Even in an ideal world where these concerns could be taken as effectively and efficiently satisfied by government, these three are enough to make labyrinthine any governmental efforts to commit the money.  Private enterprises in a free market, on the other hand, are free to handle these imperatives among themselves according to their own readings of the risks involved—including ignoring them altogether, using Alexander’s bronze tangle-separating implement on the knots, or not structuring the deal in this kind of way in the first place.

Misleading Campaign for the Contraceptive Mandate

Senators Jeanne Shaheen, Barbara Boxer, and Patty Murray (D; NH, CA, and WA, respectively) have an Op-Ed piece in The Wall Street Journal that contributes to the disinformation being spread about concerning this diktat.

They begin with their opening premise:

…the Obama administration changed the law to require private health plans to provide preventive services including breast exams, HIV screening and contraception for free.

They actually think no one is paying for this mandate?  They actually think no tax increases, no insurance premium increases, no reductions in services or policy option flexibility will result from this?  No, they don’t think that: these are grown, adult human beings, of far above average intelligence.  Of course they know better.

They go on:

…the real forces behind [an alleged campaign to deny this “benefit” to women]…are trying to force their politics on women’s personal health-care decisions.

Of course, this mandate in no way seeks to impose government’s politics to override the fundamental teachings of a broad reach of religions and religious institutions.  Nosirreebob.

And

Contraception was included as a required preventive service on the recommendation of the independent, nonprofit Institute of Medicine and other medical experts because it is essential to the health of women and families.

Aside from the fact that, as feminists used to protest—correctly—pregnancy isn’t a disease, pregnancy prevention (and cancelation) mechanisms are widely available already.  Not overriding religious teachings, not canceling religious tenets, in no way impacts this.

And

Those now attacking the new health-coverage requirement claim it is an assault on religious liberty, but the opposite is true.  Religious freedom means that Catholic women who want to follow their church’s doctrine can do so, avoiding the use of contraception in any form.

It also means that religious institutions—including “institutions that have historic religious ties but also have a broader mission, such as hospitals and universities”—do not have to cast aside their fundamental beliefs, do not have to submit to a government order to ignore those teachings.  Catholic—and other—women still can exercise their religious freedom.  And they still have access to contraception and abortions absent this government intrusion.

The good Senators’ disingenuous claim to the contrary, this mandate has nothing to do with women’s health, except in the most peripheral, side effect way.  It is exactly an assault on religious liberty, it is a deliberate reach for political power and an assertion of government’s authority over what will be permitted to be taught by religious institutions and what teachings will be permitted to be obeyed by related institutions.  This is an attempt to bring down Jefferson’s wall of separation between Church & State, and nothing else.

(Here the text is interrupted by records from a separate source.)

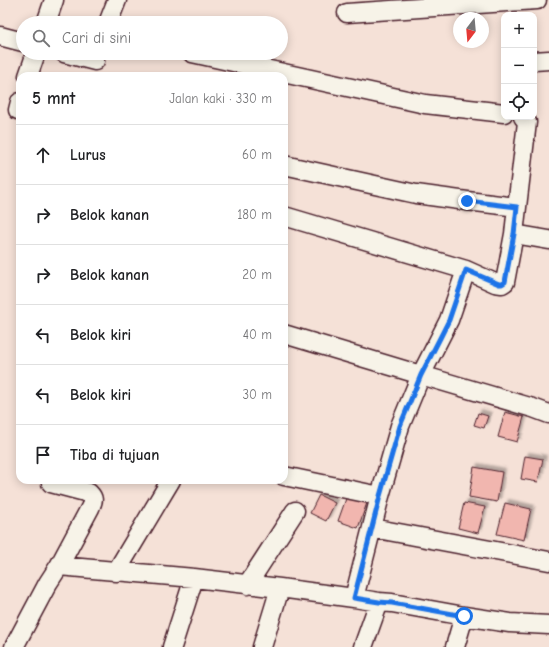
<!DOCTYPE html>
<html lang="id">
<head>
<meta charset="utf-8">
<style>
  :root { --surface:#fff; --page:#f2f2f2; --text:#202124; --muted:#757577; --line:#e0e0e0 }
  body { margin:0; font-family:"Comic Neue",sans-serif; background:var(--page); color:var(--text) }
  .controls { position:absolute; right:12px; top:12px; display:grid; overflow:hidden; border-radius:8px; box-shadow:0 2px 10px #0003 }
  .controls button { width:36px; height:36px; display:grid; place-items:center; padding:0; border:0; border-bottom:1px solid var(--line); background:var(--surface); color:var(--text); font:20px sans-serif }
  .compass { position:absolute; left:453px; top:12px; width:36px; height:36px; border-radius:50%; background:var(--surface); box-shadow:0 2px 10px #0003; rotate:196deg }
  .stop { position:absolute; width:12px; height:12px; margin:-9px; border:3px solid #1a73e8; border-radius:50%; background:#fff }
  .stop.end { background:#1a73e8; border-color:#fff; box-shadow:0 1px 4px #0008 }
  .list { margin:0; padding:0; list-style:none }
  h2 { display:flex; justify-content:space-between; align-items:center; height:52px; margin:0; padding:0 16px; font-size:17px }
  h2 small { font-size:13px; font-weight:400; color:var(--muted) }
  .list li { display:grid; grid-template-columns:26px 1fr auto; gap:12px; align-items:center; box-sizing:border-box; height:60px; padding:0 16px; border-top:1px solid var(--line) }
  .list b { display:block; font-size:15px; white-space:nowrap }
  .list em { font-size:13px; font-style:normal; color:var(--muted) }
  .icon { flex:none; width:22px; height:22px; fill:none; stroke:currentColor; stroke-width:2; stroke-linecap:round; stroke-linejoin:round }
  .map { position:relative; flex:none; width:549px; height:647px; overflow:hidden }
  .search { position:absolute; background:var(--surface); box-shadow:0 2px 10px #0003; left:16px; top:16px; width:272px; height:44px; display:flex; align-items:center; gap:10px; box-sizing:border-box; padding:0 14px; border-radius:22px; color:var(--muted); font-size:15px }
  .panel { position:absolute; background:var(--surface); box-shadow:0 2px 10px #0003; left:16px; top:72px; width:272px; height:412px; border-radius:12px }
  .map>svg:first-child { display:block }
  .building { fill:#f1b6af; stroke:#4a1f2b; filter:url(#shadow) }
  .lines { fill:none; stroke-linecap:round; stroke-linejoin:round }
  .minor-casing { stroke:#4a1f2b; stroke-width:21 }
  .minor { stroke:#f7f3e8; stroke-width:18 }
  .route { stroke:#1a73e8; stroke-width:5 }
</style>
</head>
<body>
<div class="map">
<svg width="549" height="647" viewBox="0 0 549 647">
  <defs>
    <filter id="shadow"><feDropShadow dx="3.5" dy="-3.5" stdDeviation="1" flood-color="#0004"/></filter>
  </defs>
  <rect width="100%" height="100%" fill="#f5e1d7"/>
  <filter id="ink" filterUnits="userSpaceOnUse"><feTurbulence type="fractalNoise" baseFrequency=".025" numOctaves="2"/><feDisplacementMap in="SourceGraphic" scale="8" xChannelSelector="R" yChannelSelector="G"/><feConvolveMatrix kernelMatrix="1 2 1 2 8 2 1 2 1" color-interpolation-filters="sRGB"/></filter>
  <g filter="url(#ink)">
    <path class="building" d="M505,412l19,5 -7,25 -19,-5z
      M478,413l10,3 -4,12 -10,-3z
      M525,456l18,3 -5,23 -17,-3z
      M474,467l28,5 -5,30 -28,-5z
      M348,493l20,7 -10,28 -20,-7z
      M319,495l16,8 -9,18 -16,-8z
      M464,503l21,4 -7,26 -20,-5z
      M505,503l26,6 -7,31 -27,-6z"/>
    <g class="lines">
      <defs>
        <path id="minor" d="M347,13l190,-13
          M46,23l8,-23
          M108,23l9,-23
          M0,36l23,6
          M64,53l31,8
          M192,53l233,51 79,9
          M534,61l15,-1
          M28,76l8,-23
          M18,110l2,-8
          M284,165l132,29 51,7 50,6 -3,27 -9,48 -3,2 -7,-1 -29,-13 -182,-54
          M517,207l10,-85 -4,-5
          M514,234l35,6
          M466,270l-17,50 -28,55 112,33 16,6
          M284,334l137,41 -21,51 -20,70 -26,102
          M284,476l96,20
          M51,483l38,10c6,6 4,8 1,15l-31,58
          M372,528l177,33
          M116,572l55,-92
          M247,585l48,-74
          M14,647l34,-64 11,-17 135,12 86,10 74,10 25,4 13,1 72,13 46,7 39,2
          M172,647l22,-69
          M262,647l18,-59
          M363,647l16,-45
          M455,647l9,-31"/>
      </defs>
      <use href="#minor" class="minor-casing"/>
      <use href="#minor" class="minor"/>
    </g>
  </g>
  <g class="lines" filter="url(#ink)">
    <path class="route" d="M464,616l-72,-13 -13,-1 -25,-4 26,-102 20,-70 21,-51 19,-37 9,-18 17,-50 33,14h3l3,-2 9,-48 3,-27 -50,-6"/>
  </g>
</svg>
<div class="controls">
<button>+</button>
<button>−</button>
<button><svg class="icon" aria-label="locate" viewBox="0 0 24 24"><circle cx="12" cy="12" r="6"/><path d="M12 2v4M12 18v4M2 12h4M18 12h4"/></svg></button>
</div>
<svg class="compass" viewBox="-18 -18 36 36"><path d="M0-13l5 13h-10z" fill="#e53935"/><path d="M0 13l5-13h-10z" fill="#757577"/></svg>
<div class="stop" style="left:464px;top:616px"></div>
<div class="stop end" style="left:467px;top:201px"></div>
<div class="search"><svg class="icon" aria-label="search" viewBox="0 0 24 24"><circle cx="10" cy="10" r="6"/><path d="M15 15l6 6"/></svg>Cari di sini</div>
<section class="panel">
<h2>5 mnt<small>Jalan kaki · 330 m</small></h2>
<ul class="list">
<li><svg class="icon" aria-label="ahead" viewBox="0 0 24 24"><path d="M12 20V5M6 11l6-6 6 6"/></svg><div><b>Lurus</b></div><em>60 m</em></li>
<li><svg class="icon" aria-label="right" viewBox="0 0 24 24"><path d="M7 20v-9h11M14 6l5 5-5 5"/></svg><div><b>Belok kanan</b></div><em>180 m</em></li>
<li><svg class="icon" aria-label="right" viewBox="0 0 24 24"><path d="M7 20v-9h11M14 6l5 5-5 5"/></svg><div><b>Belok kanan</b></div><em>20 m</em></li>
<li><svg class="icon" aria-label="left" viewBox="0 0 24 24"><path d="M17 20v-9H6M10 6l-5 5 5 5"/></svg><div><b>Belok kiri</b></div><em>40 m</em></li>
<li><svg class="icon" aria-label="left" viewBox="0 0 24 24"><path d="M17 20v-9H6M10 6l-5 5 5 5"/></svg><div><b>Belok kiri</b></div><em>30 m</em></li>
<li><svg class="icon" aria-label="arrive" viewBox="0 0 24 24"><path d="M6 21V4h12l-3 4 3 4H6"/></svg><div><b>Tiba di tujuan</b></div></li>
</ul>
</section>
</div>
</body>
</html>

Congresswoman Gwen Moore (D, WI) makes this plain.  She has said that the church

…can’t impose its religious views on people and whether they can have health care.

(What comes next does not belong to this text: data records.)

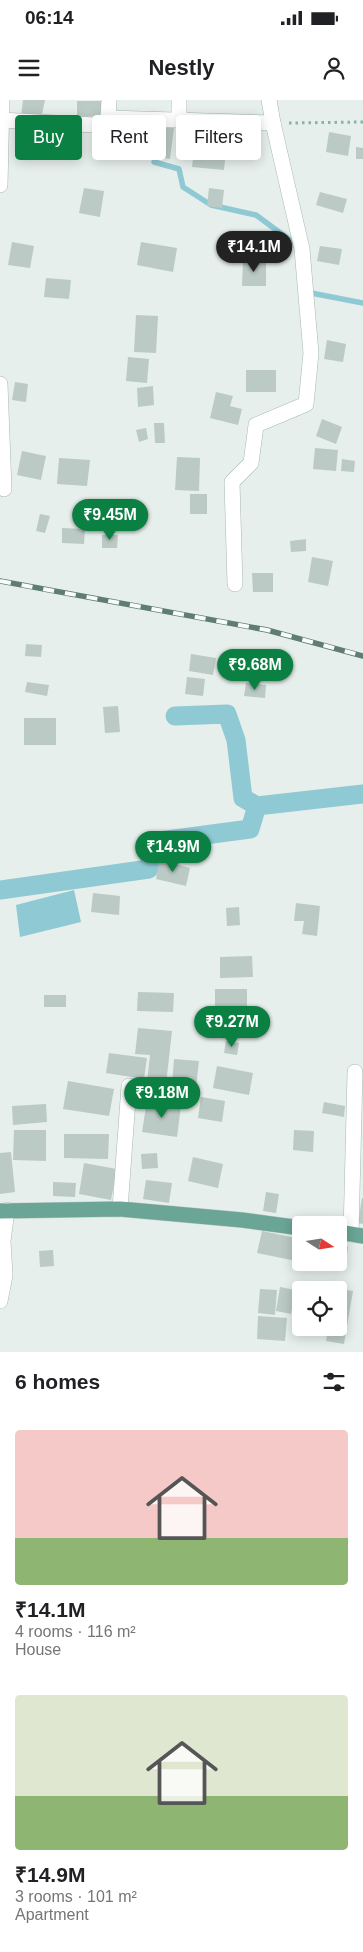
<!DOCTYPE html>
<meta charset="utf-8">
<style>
:root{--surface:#fff;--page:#f6f6f6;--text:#202124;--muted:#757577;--accent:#0b8043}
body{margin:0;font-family:Helvetica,sans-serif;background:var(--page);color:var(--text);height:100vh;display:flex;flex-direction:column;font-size:19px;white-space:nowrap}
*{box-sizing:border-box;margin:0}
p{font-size:16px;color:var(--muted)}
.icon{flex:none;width:28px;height:28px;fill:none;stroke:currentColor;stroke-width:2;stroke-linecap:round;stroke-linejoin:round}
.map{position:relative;height:1252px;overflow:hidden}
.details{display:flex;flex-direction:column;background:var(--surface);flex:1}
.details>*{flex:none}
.top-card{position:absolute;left:15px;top:15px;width:334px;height:45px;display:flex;gap:10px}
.needle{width:32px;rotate:102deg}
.controls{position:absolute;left:292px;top:1116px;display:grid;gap:10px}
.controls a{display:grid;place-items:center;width:55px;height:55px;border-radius:5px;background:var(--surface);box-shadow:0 2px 12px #0003;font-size:25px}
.price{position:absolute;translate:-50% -42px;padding:0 11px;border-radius:18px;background:var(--accent);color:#fff;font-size:16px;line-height:32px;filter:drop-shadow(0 1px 2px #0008)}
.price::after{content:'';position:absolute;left:50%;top:30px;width:15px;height:11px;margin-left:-8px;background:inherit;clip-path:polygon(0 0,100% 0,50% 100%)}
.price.selected{background:#222;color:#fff}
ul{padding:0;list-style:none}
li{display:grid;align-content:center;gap:10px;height:265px;padding:0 15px}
li span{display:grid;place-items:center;height:155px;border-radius:5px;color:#555}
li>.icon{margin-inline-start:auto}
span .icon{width:90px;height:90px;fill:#fffc;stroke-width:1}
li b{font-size:21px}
h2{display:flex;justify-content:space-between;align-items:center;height:60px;padding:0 15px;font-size:21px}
.pill{padding:0 18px;border-radius:5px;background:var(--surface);box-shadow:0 2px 12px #0003;font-size:18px;line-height:45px}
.pill.selected{background:var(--accent);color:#fff}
.status{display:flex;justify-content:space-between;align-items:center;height:35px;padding:0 25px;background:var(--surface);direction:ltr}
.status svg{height:14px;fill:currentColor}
header{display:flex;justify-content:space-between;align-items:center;height:65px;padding:0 15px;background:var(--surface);font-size:22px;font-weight:800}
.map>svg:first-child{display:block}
.water{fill:#8ec9d4}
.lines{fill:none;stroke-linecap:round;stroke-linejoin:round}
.stream{stroke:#8ec9d4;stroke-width:5.5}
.canal{stroke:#8ec9d4;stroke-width:19}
.building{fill:#bbcac4}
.street-casing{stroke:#a8b8b2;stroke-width:16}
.primary-casing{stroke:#c2cac8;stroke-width:16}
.path{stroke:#86b3a5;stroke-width:3;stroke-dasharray:2.5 4;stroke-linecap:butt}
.street{stroke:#fff;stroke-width:15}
.primary{stroke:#6aa596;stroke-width:15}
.rail-casing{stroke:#5f7d75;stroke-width:5.5}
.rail{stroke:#f7fbf9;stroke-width:4;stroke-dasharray:11;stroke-linecap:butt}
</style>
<div class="status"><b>06:14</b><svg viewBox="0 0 49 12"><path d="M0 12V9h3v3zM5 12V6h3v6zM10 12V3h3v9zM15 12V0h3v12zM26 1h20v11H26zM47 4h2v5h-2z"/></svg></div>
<header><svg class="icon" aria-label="menu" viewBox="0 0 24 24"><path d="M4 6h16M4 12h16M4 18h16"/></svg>Nestly<svg class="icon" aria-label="person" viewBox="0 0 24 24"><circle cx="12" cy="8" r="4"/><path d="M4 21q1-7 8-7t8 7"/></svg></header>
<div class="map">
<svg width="363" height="1252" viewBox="0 0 363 1252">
<rect width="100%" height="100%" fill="#e6efeb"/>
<polygon class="water" points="74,790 81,822 20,837 16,805"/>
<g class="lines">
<g class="stream">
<polyline points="154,62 179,69 183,87 211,105 256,115 298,146"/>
<polyline points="306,192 363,203"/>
</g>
<g class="canal">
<polyline points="175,616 227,614 236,640 243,698 257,706"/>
<polyline points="0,790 149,769 152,742 250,729 257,706 363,694"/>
</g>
</g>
<g class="building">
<polygon points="23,0 45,0 41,19 21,16"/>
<polygon points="77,1 103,1 103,16 77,17"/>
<polygon points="131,23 174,28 170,59 127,53"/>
<polygon points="196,28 228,32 224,70 192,67"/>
<polygon points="329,32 351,36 348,56 326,52"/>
<polygon points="356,47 363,48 363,59 356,59"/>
<polygon points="84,88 104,91 100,117 79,113"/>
<polygon points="209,88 224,90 222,108 207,106"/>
<polygon points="320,92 347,99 343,113 316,105"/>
<polygon points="12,142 34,146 30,168 8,165"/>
<polygon points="141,142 177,148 173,172 137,165"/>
<polygon points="320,146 342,149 339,165 317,161"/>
<polygon points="243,160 266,160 266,186 242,186"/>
<polygon points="46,178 71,180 69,199 44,197"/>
<polygon points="136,215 158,216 156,253 134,252"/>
<polygon points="327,240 346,244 343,262 324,259"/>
<polygon points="128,257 149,259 147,283 126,281"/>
<rect x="246" y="270" width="30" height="22"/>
<polygon points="15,282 28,284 26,302 12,300"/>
<polygon points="153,286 154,305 138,307 137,288"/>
<polygon points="216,292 233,296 230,306 242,309 238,325 210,318"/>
<polygon points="322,319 342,327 336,344 316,336"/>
<polygon points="154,323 164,323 165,343 155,343"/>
<polygon points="146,328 148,339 139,342 136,330"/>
<polygon points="315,348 338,350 336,371 313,369"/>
<polygon points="22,351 46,356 41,380 17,375"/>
<polygon points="177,357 200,358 199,391 175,390"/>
<polygon points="59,358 90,360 87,386 57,384"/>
<polygon points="342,359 355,361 354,372 341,371"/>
<rect x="190" y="394" width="17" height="20"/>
<polygon points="40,414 50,416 45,433 36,431"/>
<polygon points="62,428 85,429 84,444 62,443"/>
<polygon points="102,435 118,435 117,448 102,448"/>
<polygon points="306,439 306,451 291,452 290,441"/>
<polygon points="312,457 333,461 328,486 308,482"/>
<polygon points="252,473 273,473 273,492 253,492"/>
<polygon points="26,544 42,545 41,557 25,556"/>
<polygon points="191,554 216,558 213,575 189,571"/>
<polygon points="187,577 205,579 203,596 185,594"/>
<polygon points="27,582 49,585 47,596 25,592"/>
<polygon points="246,583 266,585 265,598 244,596"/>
<polygon points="118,606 120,632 105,633 103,607"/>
<rect x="24" y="618" width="32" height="27"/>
<polygon points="160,760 190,768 186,786 156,779"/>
<polygon points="93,793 120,796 119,815 91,812"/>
<polygon points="296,803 320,806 317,836 302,834 304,821 294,821"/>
<polygon points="239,807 240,825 227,826 226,808"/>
<polygon points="252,856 253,877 220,878 220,857"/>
<polygon points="215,889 247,889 247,906 215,907"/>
<polygon points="138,892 174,893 173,912 137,911"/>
<rect x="44" y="895" width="22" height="12"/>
<polygon points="234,910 236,924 214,926 213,912"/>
<polygon points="138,928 172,931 166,984 147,982 150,955 135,954"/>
<polygon points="226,941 239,943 237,955 224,953"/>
<polygon points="109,953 147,958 144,979 106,973"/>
<polygon points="174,959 199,961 196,987 172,985"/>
<polygon points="217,966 253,973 249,995 213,988"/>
<polygon points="68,981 114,989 109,1016 63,1009"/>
<polygon points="201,997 225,1001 222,1022 198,1018"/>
<polygon points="147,1000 181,1006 177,1037 142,1032"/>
<polygon points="324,1002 345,1006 344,1017 322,1013"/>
<polygon points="46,1004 47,1022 13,1025 12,1006"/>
<polygon points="14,1030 46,1030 46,1061 13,1060"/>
<polygon points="294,1030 314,1031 313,1052 293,1050"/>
<polygon points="64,1034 109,1034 108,1059 64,1058"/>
<polygon points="11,1052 15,1092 0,1094 0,1053"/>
<polygon points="157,1053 158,1068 142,1069 141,1054"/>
<polygon points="193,1057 223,1064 218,1088 188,1081"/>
<polygon points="84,1063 117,1069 111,1100 79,1094"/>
<polygon points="146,1080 172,1083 169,1103 143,1099"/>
<polygon points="53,1082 76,1083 75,1097 53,1096"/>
<polygon points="266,1092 279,1094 276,1113 263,1111"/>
<polygon points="362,1098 363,1098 363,1124 358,1123"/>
<polygon points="262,1131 301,1139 301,1162 257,1153"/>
<polygon points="339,1146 348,1147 345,1169 312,1164 339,1162"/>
<polygon points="53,1150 54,1166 40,1167 39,1151"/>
<polygon points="280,1187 295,1190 291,1214 276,1211"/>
<polygon points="260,1189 277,1190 275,1215 258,1213"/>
<polygon points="339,1189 353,1191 344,1244 326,1241 328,1228 339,1228"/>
<polygon points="258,1216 287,1218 285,1241 257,1239"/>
</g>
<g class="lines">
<defs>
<g id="street">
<polyline points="108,18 273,23"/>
<polyline points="0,20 94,25 103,22 108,18 109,0"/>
<polyline points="179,20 179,0"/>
<polyline points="0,85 2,0"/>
<polyline points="0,284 4,389"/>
<polyline points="235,484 232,382 251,363 256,325 306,304 311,253 302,149 273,23 269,0"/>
<polyline points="120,1109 129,986"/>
<polyline points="351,1134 355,972"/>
<polyline points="0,1201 5,1175 3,1141 7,1110"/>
</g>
<g id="primary">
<polyline points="0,1111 120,1109 242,1120 301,1128"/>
<polyline points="339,1132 363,1136"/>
</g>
</defs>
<use href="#street" class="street-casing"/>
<use href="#primary" class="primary-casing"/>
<polyline class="path" points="289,23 363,22"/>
<use href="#street" class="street"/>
<use href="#primary" class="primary"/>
<defs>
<polyline id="rail" points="0,481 267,530 363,556"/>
</defs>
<use href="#rail" class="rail-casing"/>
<use href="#rail" class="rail"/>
</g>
</svg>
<div class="controls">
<a><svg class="needle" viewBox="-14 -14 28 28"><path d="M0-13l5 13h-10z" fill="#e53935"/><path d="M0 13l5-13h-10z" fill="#757577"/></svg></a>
<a><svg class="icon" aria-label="locate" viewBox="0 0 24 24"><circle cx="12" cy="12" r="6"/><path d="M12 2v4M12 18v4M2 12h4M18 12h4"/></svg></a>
</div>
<b class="price selected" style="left:254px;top:173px">₹14.1M</b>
<b class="price" style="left:110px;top:441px">₹9.45M</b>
<b class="price" style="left:255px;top:591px">₹9.68M</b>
<b class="price" style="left:173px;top:773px">₹14.9M</b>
<b class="price" style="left:232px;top:948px">₹9.27M</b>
<b class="price" style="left:162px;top:1019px">₹9.18M</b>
<div class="top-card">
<a class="pill selected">Buy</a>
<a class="pill">Rent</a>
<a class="pill">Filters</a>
</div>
</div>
<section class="details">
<h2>6 homes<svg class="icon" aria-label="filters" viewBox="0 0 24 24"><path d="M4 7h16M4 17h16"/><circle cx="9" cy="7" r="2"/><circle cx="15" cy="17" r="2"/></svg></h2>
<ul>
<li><span style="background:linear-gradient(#f6c9c9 70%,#8fb573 0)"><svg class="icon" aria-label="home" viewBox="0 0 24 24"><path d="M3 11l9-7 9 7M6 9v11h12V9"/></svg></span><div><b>₹14.1M</b><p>4 rooms · 116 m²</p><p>House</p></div></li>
<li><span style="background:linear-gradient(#dfe7d0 65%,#8fb573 0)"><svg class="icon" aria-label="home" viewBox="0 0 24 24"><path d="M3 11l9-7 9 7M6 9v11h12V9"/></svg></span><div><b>₹14.9M</b><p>3 rooms · 101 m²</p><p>Apartment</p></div></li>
</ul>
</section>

However, it’s the government that’s imposing its religious view: religions must act contrary to their fundamental tenets because Government requires it.  Moreover, “the church” certainly can impose its religious views.  It’s what a church is.  It’s God’s Word—regardless of the religion at hand—that’s being taught.  The question of individual conscience, as the Catholic Church (for instance) teaches, is still a matter among the individual, the church, and God—government is, in no way, permitted to interfere here.

Yet government is doing everything it can to interfere.